Tuesday, October 7, 2008
Summary of Amritt Webinar: Doing Business in India
I just got off a conference call with Amritt Ventures, an business consultant company for Western companies trying to tap and better understand the Indian market. I found the insights very interesting and took some notes that I thought I’d share:
The speaker was Gunjan Bagla, author of Doing Business in 21st Century India, a consultant for American companies for 25 years, and graduate of the famous IIT in India, and he provided some valuable insights on the Indian mentality and India’s prospective future.
He mentioned a Morgan Stanley study done in 2006 of the last 100 years on the liberalization of various countries (Japan’s liberalization in the 1940-50s, Phillipines in the 1980s, etc.). In each instance after liberalization, the country’s GDP assumed an S-curve formation (rapid exponential growth followed by a gradual tapering, much like an industrialized country). India, in terms of GDP, is still at the bottom of its S-curve formation.

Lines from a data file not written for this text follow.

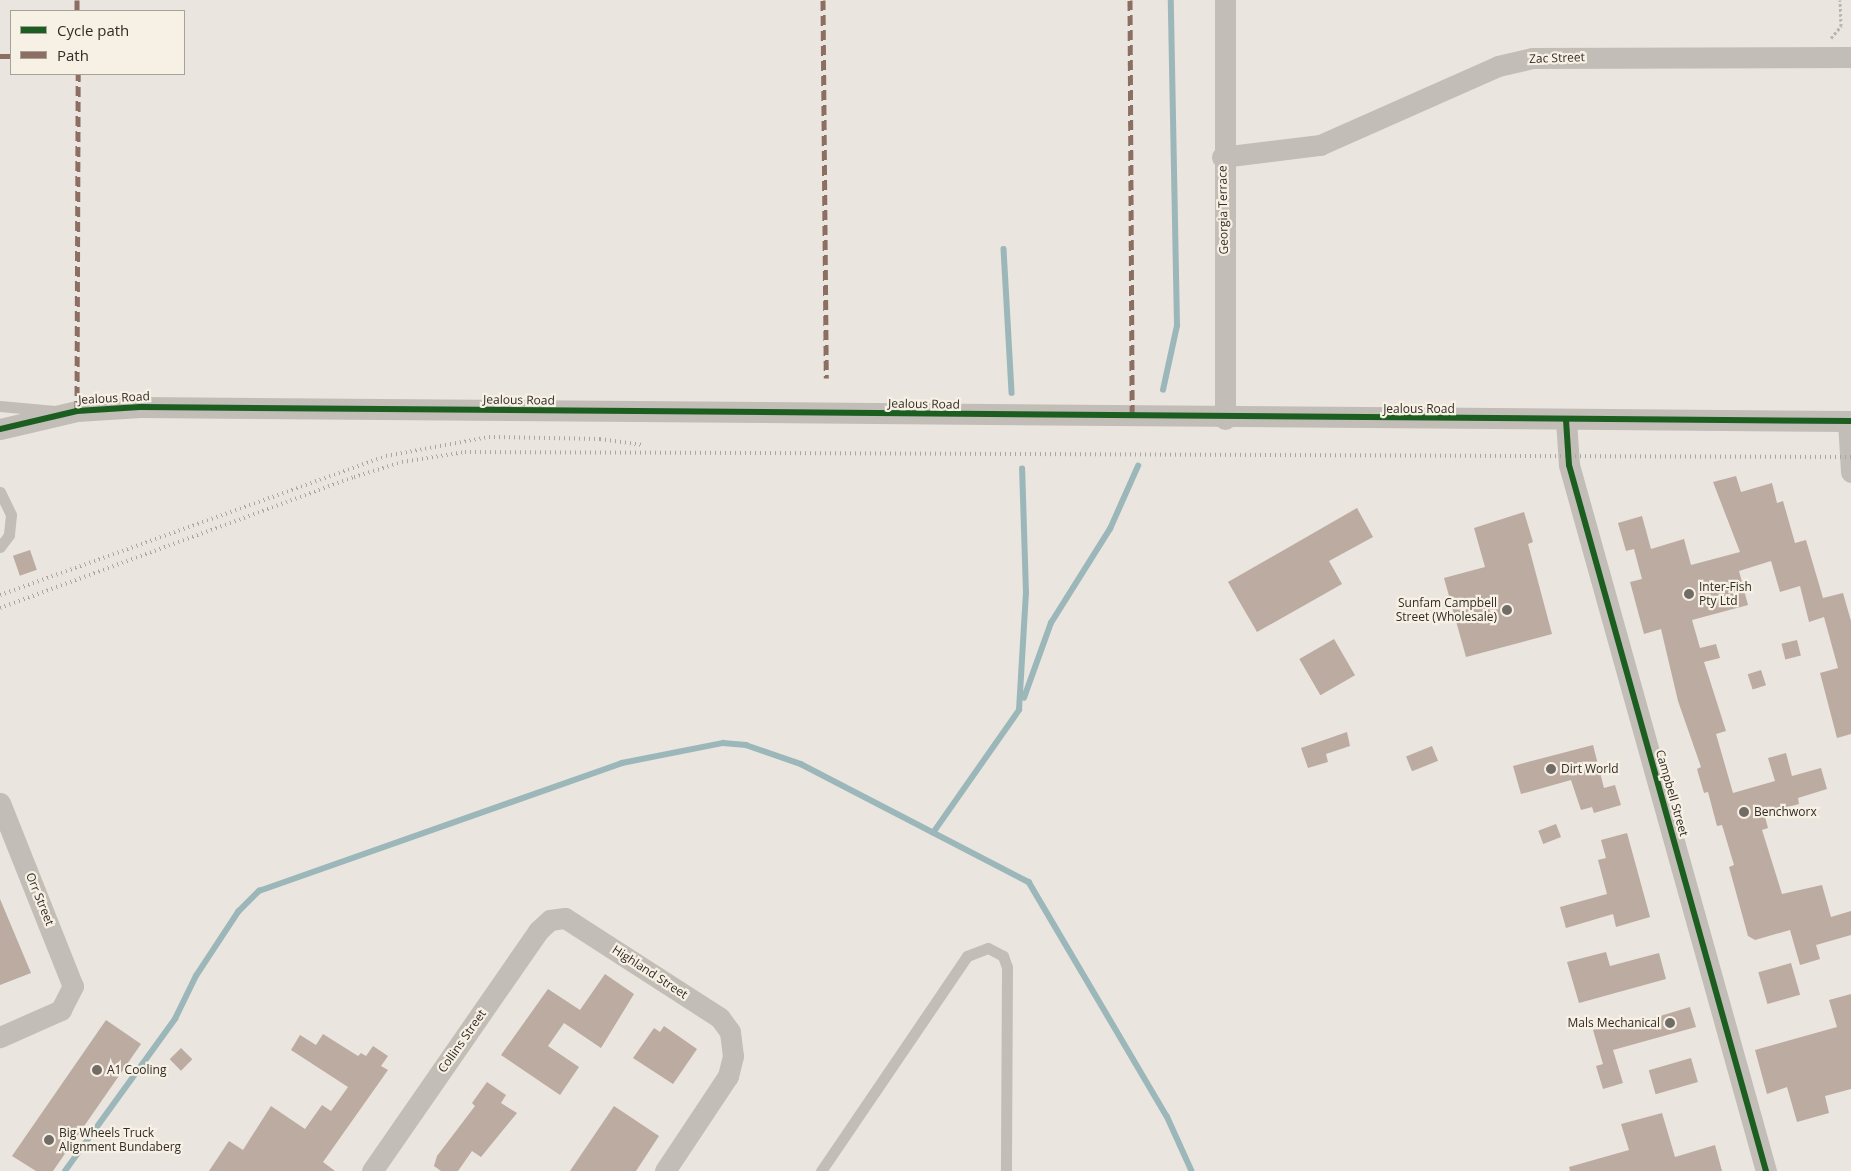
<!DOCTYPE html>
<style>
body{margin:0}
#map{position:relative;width:1851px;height:1171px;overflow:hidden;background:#eae5de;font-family:"Open Sans",sans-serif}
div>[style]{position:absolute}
.stream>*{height:5.5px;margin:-2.75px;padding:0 2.75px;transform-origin:2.75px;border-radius:2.75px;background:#9cb7b9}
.building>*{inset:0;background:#bcaba1;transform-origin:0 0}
.path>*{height:3px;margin-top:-1.5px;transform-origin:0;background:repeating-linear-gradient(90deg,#bbb5af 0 2.5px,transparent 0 5px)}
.service>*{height:11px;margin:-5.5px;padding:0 5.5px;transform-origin:5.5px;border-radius:5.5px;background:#c2bdb7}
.minor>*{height:21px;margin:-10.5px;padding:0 10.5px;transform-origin:10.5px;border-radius:10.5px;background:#c2bdb7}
.rail>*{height:4px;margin-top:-2px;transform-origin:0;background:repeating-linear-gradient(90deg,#aaa6a1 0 1px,transparent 0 5px)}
.quiet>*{height:5px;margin-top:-2.5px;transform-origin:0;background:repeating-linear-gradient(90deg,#8d6e63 0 10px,transparent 0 15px)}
.cycleway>*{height:6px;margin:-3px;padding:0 3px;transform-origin:3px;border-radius:3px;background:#1b5e20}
.dots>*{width:14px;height:14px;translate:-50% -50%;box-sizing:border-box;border:2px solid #f7f0e4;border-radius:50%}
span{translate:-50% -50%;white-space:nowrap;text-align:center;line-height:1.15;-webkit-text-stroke:4.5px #f7f0e4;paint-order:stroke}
.street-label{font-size:12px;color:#322b26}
.poi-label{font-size:12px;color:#322b26}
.left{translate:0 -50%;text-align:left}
.right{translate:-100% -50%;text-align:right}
.legend{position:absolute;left:10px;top:10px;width:175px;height:65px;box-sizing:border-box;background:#f7f0e4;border:1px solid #a8a198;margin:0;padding:6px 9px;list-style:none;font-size:15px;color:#322b26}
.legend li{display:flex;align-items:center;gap:10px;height:25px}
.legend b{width:25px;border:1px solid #a8a198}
</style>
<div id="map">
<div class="stream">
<i style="left:1004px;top:249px;width:144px;rotate:86.8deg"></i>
<i style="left:1163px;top:390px;width:66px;rotate:-77.7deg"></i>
<i style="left:1177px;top:326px;width:326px;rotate:-91.1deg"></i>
<i style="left:1024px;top:698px;width:80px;rotate:-70.2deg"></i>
<i style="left:1051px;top:623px;width:111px;rotate:-57.9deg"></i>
<i style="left:1110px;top:529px;width:69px;rotate:-66deg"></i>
<i style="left:933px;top:833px;width:150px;rotate:-55deg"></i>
<i style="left:1019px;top:710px;width:117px;rotate:-86.6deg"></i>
<i style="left:1026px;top:593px;width:124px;rotate:-91.8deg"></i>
<i style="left:65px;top:1171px;width:188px;rotate:-54.1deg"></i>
<i style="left:175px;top:1019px;width:48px;rotate:-64deg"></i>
<i style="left:196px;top:976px;width:77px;rotate:-56.7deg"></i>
<i style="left:238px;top:912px;width:30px;rotate:-45deg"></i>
<i style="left:259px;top:891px;width:385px;rotate:-19.4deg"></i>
<i style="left:622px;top:763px;width:103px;rotate:-11.2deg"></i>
<i style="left:723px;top:743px;width:23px;rotate:5deg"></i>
<i style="left:746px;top:745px;width:58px;rotate:19.1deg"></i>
<i style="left:801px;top:764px;width:257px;rotate:27.4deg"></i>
<i style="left:1029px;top:882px;width:272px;rotate:59.5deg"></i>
<i style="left:1167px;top:1116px;width:60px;rotate:65.6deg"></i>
</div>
<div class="building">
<i style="clip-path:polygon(1736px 476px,1741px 492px,1772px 483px,1777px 503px,1783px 501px,1795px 543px,1806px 540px,1823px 598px,1843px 593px,1851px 621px,1851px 734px,1837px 738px,1820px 673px,1838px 668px,1824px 617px,1809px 622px,1800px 586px,1780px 592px,1771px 561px,1739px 571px,1748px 605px,1692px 620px,1700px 648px,1716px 644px,1720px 658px,1704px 662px,1726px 731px,1716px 734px,1733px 793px,1775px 781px,1768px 758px,1786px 753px,1792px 776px,1821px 768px,1827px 789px,1798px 798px,1799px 804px,1764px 813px,1768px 828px,1762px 830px,1782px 894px,1822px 885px,1831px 917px,1851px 911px,1851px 935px,1816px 945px,1820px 959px,1800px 965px,1790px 930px,1755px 940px,1748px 936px,1729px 867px,1734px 865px,1722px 825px,1717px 826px,1708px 792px,1704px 793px,1697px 769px,1701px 767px,1678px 701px,1661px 629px,1644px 634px,1630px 582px,1642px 579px,1634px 549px,1626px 551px,1618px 523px,1642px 516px,1651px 549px,1684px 539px,1691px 565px,1740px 552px,1713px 482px)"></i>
<i style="clip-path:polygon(1357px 508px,1373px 537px,1329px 561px,1342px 584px,1257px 632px,1228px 582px)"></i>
<i style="clip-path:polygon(1524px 512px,1533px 542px,1528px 544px,1552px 634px,1466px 657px,1444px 578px,1485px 567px,1474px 528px)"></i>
<i style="left:30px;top:550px;width:21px;height:18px;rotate:71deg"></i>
<i style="left:1334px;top:639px;width:42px;height:40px;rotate:60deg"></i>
<i style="left:1797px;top:640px;width:16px;height:16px;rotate:76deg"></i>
<i style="left:1761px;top:670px;width:16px;height:14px;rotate:72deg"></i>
<i style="clip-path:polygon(1347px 732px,1350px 746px,1326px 754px,1328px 762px,1308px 768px,1301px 748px)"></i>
<i style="clip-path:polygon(1593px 745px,1604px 788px,1615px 785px,1621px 805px,1594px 813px,1592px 807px,1581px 810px,1571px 780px,1521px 794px,1513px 766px)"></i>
<i style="left:1432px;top:746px;width:16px;height:28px;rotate:68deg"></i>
<i style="left:1556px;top:824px;width:14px;height:19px;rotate:69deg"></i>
<i style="clip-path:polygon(1627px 833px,1650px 917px,1616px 927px,1613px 914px,1566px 928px,1560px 907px,1607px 894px,1598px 860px,1606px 858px,1601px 840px)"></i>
<i style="clip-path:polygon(0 899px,31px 973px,0 985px)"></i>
<i style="clip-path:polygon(1606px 952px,1610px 966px,1659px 953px,1666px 979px,1579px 1003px,1567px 962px)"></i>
<i style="left:1791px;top:963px;width:33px;height:34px;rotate:74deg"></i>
<i style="clip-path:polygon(605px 974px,634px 994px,601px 1048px,564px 1023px,548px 1046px,579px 1067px,560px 1095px,501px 1055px,548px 989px,580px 1010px)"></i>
<i style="clip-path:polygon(1851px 994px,1851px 1089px,1825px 1096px,1829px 1113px,1797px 1122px,1787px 1087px,1767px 1094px,1755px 1050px,1837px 1027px,1829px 1000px)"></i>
<i style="clip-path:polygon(1690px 1007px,1696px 1027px,1613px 1050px,1623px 1083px,1603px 1089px,1596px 1066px,1603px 1064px,1593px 1030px,1625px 1021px,1627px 1026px)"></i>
<i style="clip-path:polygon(106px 1020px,141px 1044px,53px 1171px,36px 1171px,12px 1156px)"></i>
<i style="clip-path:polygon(664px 1026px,697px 1049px,673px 1084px,633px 1058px,654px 1028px,660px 1032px)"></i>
<i style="clip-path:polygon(323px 1034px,358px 1056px,361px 1053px,366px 1056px,373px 1046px,388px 1056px,381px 1066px,388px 1070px,323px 1162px,335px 1171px,209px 1171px,229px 1141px,243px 1150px,271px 1106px,305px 1129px,322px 1105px,331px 1111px,348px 1087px,291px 1050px,300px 1035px,316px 1045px)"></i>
<i style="left:181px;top:1048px;width:16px;height:16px;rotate:45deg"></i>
<i style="left:1691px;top:1058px;width:25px;height:44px;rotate:74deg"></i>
<i style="clip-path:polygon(487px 1082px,506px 1095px,501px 1103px,517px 1113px,481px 1157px,472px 1151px,458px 1171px,441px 1171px,434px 1166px,437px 1156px,475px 1106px,472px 1103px)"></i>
<i style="clip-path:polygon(614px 1106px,659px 1136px,636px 1171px,570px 1171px)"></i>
<i style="clip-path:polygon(1662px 1113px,1675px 1157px,1715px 1145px,1722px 1171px,1570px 1171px,1569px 1167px,1629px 1150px,1621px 1124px)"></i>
</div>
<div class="path">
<i style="left:1831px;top:38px;width:16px;rotate:-50deg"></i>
<i style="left:1841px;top:26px;width:26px;rotate:-92deg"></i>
</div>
<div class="service">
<i style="left:0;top:406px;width:55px;rotate:5.2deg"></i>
<i style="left:0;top:492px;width:25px;rotate:64deg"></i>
<i style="left:11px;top:515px;width:20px;rotate:96deg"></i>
<i style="left:9px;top:535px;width:15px;rotate:127deg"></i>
<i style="left:821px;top:1171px;width:260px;rotate:-55.8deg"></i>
<i style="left:967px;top:956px;width:22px;rotate:-21deg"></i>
<i style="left:988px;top:948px;width:17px;rotate:28deg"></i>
<i style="left:1003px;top:956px;width:12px;rotate:70deg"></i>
<i style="left:1007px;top:967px;width:204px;rotate:90.3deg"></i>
</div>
<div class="minor">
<i style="left:1222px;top:157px;width:99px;rotate:-7deg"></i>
<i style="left:1320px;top:145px;width:195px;rotate:-23.9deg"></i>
<i style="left:1498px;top:66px;width:35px;rotate:-13deg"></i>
<i style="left:1532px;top:58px;width:319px;rotate:-0.2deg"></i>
<i style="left:1225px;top:419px;width:419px;rotate:-90deg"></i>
<i style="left:1566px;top:420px;width:45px;rotate:86.2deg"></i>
<i style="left:1569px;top:465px;width:733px;rotate:74.41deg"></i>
<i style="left:1848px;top:421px;width:51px;rotate:86.6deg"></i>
<i style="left:0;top:429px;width:79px;rotate:-13.2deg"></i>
<i style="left:77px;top:411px;width:63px;rotate:-3.6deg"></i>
<i style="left:140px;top:407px;width:1711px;rotate:0.47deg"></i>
<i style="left:0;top:803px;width:197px;rotate:68.3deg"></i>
<i style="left:73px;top:986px;width:27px;rotate:117deg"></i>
<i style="left:61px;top:1010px;width:67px;rotate:156.1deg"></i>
<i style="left:372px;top:1171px;width:292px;rotate:-55.3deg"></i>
<i style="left:538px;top:931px;width:16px;rotate:-43deg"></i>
<i style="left:550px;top:920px;width:15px;rotate:-8deg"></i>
<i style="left:565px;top:918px;width:184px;rotate:32.8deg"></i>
<i style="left:720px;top:1018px;width:17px;rotate:54deg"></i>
<i style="left:730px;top:1032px;width:24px;rotate:83deg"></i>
<i style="left:733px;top:1056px;width:21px;rotate:104deg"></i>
<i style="left:728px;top:1076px;width:114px;rotate:123.6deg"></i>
</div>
<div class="rail">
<i style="left:0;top:595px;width:410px;rotate:-19.8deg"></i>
<i style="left:386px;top:456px;width:105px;rotate:-10.5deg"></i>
<i style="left:489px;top:437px;width:111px;rotate:1deg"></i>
<i style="left:600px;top:439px;width:43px;rotate:7.9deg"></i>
<i style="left:0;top:608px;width:377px;rotate:-20.3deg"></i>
<i style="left:354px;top:477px;width:50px;rotate:-17.4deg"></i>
<i style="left:402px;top:462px;width:64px;rotate:-9deg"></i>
<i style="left:465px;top:452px;width:1386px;rotate:0.21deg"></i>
</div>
<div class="quiet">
<i style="left:77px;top:0;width:11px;rotate:90deg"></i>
<i style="left:823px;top:0;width:378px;rotate:89.5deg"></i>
<i style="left:1130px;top:0;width:417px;rotate:89.7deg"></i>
<i style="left:0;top:56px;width:11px"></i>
<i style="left:77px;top:411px;width:337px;rotate:-89.8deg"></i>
</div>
<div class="cycleway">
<i style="left:1566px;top:420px;width:45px;rotate:86.2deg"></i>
<i style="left:1569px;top:465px;width:733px;rotate:74.41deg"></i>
<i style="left:0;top:429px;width:79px;rotate:-13.2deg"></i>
<i style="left:77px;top:411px;width:63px;rotate:-3.6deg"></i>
<i style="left:140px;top:407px;width:1711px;rotate:0.47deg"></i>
</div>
<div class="dots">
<i style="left:1689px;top:594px;background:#726c66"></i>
<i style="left:1507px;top:610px;background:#726c66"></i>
<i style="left:1551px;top:769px;background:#726c66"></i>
<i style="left:1744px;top:812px;background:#726c66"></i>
<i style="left:1670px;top:1023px;background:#726c66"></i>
<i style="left:97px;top:1070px;background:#726c66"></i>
<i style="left:49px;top:1140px;background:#726c66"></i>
</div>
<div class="street-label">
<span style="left:1557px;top:58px;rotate:-2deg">Zac Street</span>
<span style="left:1223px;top:210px;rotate:-91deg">Georgia Terrace</span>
<span style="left:114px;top:398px;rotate:-3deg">Jealous Road</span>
<span style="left:519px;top:400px;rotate:1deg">Jealous Road</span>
<span style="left:924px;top:404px;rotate:1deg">Jealous Road</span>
<span style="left:1419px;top:409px">Jealous Road</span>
<span style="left:1672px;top:793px;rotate:74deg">Campbell Street</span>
<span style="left:40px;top:899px;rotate:68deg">Orr Street</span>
<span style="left:650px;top:972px;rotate:33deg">Highland Street</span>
<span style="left:462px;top:1041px;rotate:-55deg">Collins Street</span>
</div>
<div class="poi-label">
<span class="left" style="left:1699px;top:594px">Inter-Fish<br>Pty Ltd</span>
<span class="right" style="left:1497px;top:610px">Sunfam Campbell<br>Street (Wholesale)</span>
<span class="left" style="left:1561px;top:769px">Dirt World</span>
<span class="left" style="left:1754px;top:812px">Benchworx</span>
<span class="right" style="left:1660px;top:1023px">Mals Mechanical</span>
<span class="left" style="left:107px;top:1070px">A1 Cooling</span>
<span class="left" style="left:59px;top:1140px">Big Wheels Truck<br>Alignment Bundaberg</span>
</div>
<ul class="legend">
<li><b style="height:6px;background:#1b5e20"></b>Cycle path</li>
<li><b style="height:6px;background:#8d6e63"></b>Path</li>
</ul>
</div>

He did mention some grave problems that India has that is currently stunting its growth like rampant disease, poverty (60% of citizens live on less than $2 a day), and immense government bureaucracy and corruption. Indians have a legitimate issue with the distribution of products as well. Although it is very cheap to transport on horse-drawn wheelbarrows or hand-pushed trollies, it is certainly not efficient and is prone to many more inefficiencies (however, I recognize that I may be underestimating the system’s abilities; did they not conduct distribution in America like this about a century ago and in China 20 years ago?).
However, he said that the rapid change in the attitude among Indians will force these issues to be resolved. Indians want to see its own progress; in fact, most Indian start-ups are funded by Indians, very few come to Wall Street for funds. He also addressed the impact of the middle-class. I clearly remember when I went to boarding school in India from 1994-5 how it was rare for a family to own a car; now it is a norm for families to have 2 cars! You would have to be in India to know how incredible that is!
He mentioned the Indian perspective and dispelled a few myths about it. Indians are not cheap; in fact, with the amount of money flowing to them from the West, there is clearly a vast and growing demand for luxury products (which, I argue, can be good or bad in the long-run). Also there are a few cultural perspective differences. It is also important to understand that just because Indians can speak English, does not mean they will think like Westerners. India takes its AIDs problem seriously and it is not uncommon to see condoms being advertised at metro stations, on billboards and daytime TV commercials. Topics like religion, politics, etc. which are considered taboo subjects here in the West are simply not considered so in India.
Anyways, that’s a summary for you all! Hope it was helpful.